Why did you finally choose Technigo?

I'd heard a lot of good things about Tjejer kodar from a friend who'd taken a few of their courses. So when I found out about Technigo, the tiny beacon of hope in my chest flickered to life again. A three-month course seemed doable and the promise of a supportive, if intense, environment helped me put my fears aside long enough to make the decision to apply.

Did you practice coding outside of the course?

I prepared myself by doing some basic online courses during the summer leading up the bootcamp, so I had a fairly good grasp of HTML, CSS and, to a lesser extent, JavaScript when I started. During the bootcamp, I did I lot of coding in my free time as well. I'd spend my evenings trying to perfect the day's individual assignment or pondering some group assignment hurdle. In the mornings, I'd read coding newsletters and practice using an app or two. It was intense, but I enjoyed being in that coding bubble.

What was your greatest struggle?

I mostly struggled with self-doubt, honestly. I was afraid I wouldn't be good enough to find a job at the end of the course. But in the end, my hard work paid off.

What was the best thing about learning these new skills?

It's hard to beat the rush of seeing something you've built work as intended. To an outsider, it's just a list becoming alphabetised because they clicked a button, but you know you spent ages figuring out how to sort that array and make that button look pretty, so to you the process is breathtakingly beautiful.

So how did that work? How did you get the job?

Technigo set me up for an interview with, among others, a small web development bureau. An interview and a remote tech test later, I had a job offer.

What do you do in your new job?

I'm currently part of a three-person team, working on a highly interactive app for a client. I came into the project right at the start and today I'm responsible for about 80 % of the frontend code. It's been nerve-racking from time to time, but mostly it's been a fun and super educational experience. It's interesting to look back at code I wrote in my second week and see how far I've come in just a few months.
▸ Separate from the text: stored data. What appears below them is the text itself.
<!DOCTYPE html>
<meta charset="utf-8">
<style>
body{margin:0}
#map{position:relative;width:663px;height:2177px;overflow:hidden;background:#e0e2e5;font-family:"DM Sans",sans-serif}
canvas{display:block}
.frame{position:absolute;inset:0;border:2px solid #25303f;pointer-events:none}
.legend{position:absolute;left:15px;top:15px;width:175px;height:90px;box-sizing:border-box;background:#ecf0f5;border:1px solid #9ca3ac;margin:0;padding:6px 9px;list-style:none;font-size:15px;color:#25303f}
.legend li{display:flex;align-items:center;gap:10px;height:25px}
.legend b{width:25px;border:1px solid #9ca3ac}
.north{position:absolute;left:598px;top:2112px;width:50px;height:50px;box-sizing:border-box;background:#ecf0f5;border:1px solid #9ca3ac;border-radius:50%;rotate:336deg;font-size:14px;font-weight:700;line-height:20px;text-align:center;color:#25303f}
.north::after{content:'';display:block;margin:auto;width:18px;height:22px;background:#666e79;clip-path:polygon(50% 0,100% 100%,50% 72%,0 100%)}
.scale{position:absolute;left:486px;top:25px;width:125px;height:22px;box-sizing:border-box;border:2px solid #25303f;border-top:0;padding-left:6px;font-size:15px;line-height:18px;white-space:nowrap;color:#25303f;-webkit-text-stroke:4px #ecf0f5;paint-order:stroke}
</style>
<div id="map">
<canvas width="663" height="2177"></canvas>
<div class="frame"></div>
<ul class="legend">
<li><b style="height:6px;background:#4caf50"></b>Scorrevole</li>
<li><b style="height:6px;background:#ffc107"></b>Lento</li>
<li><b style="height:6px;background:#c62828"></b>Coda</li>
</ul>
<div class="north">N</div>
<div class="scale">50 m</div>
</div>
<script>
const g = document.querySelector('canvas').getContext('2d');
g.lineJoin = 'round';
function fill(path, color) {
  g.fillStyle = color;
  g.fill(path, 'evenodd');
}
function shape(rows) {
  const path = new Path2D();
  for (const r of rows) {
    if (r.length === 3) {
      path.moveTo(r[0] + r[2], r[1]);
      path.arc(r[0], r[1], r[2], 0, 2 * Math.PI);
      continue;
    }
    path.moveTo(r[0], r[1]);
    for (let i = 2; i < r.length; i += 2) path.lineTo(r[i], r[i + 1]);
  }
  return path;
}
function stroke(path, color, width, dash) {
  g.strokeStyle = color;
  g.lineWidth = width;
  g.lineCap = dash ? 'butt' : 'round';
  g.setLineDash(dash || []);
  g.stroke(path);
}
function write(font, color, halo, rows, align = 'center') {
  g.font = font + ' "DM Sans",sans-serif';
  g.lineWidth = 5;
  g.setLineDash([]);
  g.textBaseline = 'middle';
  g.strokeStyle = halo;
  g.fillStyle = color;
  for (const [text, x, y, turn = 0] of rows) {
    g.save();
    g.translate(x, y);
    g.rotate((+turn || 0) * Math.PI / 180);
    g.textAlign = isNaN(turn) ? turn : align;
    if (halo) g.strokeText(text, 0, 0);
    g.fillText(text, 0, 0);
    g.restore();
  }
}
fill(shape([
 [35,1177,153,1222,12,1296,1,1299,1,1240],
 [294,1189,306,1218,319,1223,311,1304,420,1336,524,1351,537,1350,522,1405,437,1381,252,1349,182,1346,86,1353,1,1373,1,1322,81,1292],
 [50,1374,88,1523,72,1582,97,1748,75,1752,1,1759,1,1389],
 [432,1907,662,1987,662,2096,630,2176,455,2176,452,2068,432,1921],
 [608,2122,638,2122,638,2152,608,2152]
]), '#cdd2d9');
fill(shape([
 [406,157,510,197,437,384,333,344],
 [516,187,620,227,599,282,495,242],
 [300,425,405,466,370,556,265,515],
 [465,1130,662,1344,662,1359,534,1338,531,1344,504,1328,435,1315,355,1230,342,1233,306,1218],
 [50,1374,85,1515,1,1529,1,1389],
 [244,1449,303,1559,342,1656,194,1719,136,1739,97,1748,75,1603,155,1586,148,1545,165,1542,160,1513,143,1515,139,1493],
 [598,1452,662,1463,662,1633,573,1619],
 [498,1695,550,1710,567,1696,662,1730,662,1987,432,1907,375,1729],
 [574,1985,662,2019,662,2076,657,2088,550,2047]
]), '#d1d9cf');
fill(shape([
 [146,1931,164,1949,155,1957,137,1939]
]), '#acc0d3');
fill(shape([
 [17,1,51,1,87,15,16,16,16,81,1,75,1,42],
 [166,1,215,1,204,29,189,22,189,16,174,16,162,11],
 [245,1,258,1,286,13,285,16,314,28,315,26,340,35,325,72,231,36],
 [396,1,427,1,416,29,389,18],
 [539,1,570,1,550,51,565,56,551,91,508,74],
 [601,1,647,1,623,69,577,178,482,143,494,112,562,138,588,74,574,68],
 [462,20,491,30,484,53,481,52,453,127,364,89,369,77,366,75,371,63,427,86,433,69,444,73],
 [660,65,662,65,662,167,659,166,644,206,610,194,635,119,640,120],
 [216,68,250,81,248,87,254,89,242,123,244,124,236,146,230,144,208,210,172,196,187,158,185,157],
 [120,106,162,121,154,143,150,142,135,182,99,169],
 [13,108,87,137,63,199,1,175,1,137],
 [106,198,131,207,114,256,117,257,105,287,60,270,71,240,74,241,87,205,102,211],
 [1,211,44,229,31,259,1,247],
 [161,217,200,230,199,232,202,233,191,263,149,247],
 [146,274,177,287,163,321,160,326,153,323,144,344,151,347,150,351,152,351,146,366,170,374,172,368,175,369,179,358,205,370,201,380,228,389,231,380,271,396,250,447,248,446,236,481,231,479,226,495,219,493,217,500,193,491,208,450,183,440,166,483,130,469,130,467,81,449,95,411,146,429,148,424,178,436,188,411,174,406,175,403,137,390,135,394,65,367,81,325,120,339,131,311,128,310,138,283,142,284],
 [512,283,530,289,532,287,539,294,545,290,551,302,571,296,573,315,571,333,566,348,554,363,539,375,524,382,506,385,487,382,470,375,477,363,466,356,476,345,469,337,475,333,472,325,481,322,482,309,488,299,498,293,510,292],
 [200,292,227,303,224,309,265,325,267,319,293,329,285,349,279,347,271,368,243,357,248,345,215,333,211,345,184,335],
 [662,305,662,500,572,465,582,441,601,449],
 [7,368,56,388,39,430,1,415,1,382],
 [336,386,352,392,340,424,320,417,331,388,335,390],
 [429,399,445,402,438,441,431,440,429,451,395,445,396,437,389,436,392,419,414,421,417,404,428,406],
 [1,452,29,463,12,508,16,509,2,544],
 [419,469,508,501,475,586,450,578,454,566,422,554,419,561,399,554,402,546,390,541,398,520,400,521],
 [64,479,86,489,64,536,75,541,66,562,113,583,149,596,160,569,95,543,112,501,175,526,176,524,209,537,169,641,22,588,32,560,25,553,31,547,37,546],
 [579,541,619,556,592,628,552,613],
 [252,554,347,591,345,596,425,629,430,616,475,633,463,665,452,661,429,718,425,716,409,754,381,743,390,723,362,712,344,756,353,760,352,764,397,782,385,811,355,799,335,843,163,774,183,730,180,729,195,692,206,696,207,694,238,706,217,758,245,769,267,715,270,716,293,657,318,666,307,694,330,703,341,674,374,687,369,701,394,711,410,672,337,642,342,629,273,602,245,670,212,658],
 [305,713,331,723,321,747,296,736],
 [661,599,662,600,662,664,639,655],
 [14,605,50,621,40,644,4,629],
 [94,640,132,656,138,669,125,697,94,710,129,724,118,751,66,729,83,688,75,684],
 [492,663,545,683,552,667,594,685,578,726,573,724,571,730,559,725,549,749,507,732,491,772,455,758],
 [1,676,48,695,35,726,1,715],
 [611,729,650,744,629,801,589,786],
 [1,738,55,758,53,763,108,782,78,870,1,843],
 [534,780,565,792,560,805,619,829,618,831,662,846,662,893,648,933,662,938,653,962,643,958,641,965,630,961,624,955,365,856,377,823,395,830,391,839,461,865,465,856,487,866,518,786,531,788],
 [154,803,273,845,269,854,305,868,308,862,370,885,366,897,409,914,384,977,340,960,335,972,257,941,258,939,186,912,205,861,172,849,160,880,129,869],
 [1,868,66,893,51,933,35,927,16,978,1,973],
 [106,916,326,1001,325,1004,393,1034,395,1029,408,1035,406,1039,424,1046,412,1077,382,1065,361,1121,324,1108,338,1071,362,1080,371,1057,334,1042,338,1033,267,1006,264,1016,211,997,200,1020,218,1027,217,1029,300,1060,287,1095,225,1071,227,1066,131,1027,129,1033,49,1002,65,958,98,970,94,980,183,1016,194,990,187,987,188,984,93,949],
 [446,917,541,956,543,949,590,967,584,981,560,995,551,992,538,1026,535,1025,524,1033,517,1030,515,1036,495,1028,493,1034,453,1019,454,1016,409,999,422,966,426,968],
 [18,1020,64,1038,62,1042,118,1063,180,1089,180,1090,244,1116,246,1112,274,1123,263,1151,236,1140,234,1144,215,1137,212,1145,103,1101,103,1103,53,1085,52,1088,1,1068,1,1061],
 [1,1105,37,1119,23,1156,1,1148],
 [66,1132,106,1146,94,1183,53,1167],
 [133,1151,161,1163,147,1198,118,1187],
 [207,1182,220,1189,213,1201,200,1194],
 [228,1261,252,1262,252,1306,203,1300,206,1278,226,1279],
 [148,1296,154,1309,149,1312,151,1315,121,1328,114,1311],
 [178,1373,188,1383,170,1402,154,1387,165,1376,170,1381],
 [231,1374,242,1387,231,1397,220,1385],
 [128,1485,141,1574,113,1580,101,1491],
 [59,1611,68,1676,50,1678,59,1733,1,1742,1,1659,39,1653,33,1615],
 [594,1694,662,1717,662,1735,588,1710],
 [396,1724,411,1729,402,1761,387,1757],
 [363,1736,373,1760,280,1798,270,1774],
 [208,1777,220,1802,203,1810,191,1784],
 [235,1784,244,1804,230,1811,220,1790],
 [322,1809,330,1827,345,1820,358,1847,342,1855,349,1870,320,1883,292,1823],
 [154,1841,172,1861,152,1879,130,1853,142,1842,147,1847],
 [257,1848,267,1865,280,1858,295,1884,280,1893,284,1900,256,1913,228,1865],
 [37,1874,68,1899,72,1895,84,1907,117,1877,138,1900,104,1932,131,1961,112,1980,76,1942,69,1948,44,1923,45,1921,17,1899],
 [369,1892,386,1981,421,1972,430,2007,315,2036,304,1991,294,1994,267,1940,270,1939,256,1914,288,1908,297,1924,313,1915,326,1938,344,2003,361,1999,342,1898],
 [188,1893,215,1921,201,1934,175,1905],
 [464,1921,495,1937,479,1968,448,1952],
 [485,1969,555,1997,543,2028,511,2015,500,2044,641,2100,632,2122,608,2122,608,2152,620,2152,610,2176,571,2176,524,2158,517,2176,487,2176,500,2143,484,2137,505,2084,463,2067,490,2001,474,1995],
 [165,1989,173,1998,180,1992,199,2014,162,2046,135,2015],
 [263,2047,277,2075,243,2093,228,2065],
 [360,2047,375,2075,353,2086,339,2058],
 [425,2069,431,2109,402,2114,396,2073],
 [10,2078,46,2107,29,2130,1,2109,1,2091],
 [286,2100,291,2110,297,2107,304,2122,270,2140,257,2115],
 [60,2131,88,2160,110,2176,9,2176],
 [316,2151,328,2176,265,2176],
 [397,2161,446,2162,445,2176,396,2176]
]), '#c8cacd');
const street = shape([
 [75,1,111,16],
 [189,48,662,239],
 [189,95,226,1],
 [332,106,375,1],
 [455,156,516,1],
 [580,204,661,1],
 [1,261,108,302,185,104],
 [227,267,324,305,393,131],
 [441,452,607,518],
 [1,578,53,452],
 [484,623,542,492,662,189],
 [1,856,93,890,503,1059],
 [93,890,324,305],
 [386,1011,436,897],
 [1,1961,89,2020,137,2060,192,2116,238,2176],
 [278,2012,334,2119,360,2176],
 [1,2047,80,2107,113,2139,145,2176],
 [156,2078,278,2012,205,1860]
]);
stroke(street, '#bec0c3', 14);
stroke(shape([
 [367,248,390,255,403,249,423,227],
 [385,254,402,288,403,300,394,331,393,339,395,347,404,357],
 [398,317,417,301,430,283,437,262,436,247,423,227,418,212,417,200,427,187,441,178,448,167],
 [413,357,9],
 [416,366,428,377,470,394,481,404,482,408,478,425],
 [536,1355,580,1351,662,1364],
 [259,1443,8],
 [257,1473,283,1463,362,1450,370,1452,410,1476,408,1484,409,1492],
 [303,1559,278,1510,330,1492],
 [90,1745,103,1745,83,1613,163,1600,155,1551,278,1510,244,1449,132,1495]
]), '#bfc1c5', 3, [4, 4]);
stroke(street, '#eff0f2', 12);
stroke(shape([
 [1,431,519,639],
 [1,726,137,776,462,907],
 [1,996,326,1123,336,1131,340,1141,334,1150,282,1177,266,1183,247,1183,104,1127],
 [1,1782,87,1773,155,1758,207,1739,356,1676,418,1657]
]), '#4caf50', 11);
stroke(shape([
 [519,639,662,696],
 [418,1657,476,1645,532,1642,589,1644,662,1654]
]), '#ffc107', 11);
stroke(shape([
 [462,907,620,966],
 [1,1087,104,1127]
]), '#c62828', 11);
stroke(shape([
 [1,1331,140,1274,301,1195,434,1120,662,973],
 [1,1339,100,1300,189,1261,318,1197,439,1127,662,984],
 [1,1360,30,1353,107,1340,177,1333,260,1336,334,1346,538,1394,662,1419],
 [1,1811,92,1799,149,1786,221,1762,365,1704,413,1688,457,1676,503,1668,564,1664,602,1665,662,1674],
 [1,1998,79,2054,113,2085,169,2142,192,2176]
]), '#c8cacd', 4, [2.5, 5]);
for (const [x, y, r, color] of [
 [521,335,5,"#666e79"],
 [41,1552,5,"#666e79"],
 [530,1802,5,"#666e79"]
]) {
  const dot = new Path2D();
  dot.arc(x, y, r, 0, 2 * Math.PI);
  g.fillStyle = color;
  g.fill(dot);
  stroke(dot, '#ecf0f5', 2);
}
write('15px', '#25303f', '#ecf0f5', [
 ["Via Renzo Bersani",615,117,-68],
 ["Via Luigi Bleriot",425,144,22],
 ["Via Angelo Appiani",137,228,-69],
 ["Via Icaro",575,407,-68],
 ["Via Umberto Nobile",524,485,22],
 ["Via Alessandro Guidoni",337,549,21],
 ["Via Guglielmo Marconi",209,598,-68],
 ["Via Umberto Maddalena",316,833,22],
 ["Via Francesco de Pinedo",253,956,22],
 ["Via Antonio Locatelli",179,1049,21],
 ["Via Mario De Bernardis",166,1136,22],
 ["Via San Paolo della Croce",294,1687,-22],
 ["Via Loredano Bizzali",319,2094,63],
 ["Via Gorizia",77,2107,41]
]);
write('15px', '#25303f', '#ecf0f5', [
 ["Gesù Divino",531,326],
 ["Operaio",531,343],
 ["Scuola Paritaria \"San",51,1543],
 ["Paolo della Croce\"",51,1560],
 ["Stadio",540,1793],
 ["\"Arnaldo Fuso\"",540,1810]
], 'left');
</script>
"I'm currently part of a three-person team, working on a highly interactive app for a client. I came into the project right at the start and today I'm responsible for about 80 % of the frontend code."

Any advice for someone considering to add programming skills to what they’re doing?

Do it! Throw yourself in head first: read every article that catches your eye, google every term you don't understand and find someone with a pleasant voice who makes fun video tutorials that you can follow along on a Sunday. You'll be constantly overwhelmed to begin with and then it'll get better, slowly. But it will never really stop - you'll always find new things to learn and sometimes they'll feel insurmountable, but you'll get there. You've got this!

What’s on your agenda now? What do you want to learn next?

Right now I'm trying to get started with some personal projects that I'll use to try out new things and practice choosing tech stacks, setting up good project structures etc. I'm also putting a lot of focus into learning more about user experience and accessibility on the web. I've become hyper aware of the things sites do wrong, from big things like not supporting keyboard navigation to smaller annoyances like not setting the proper type for input fields and it is a personal goal of mine to get better at not making those same mistakes.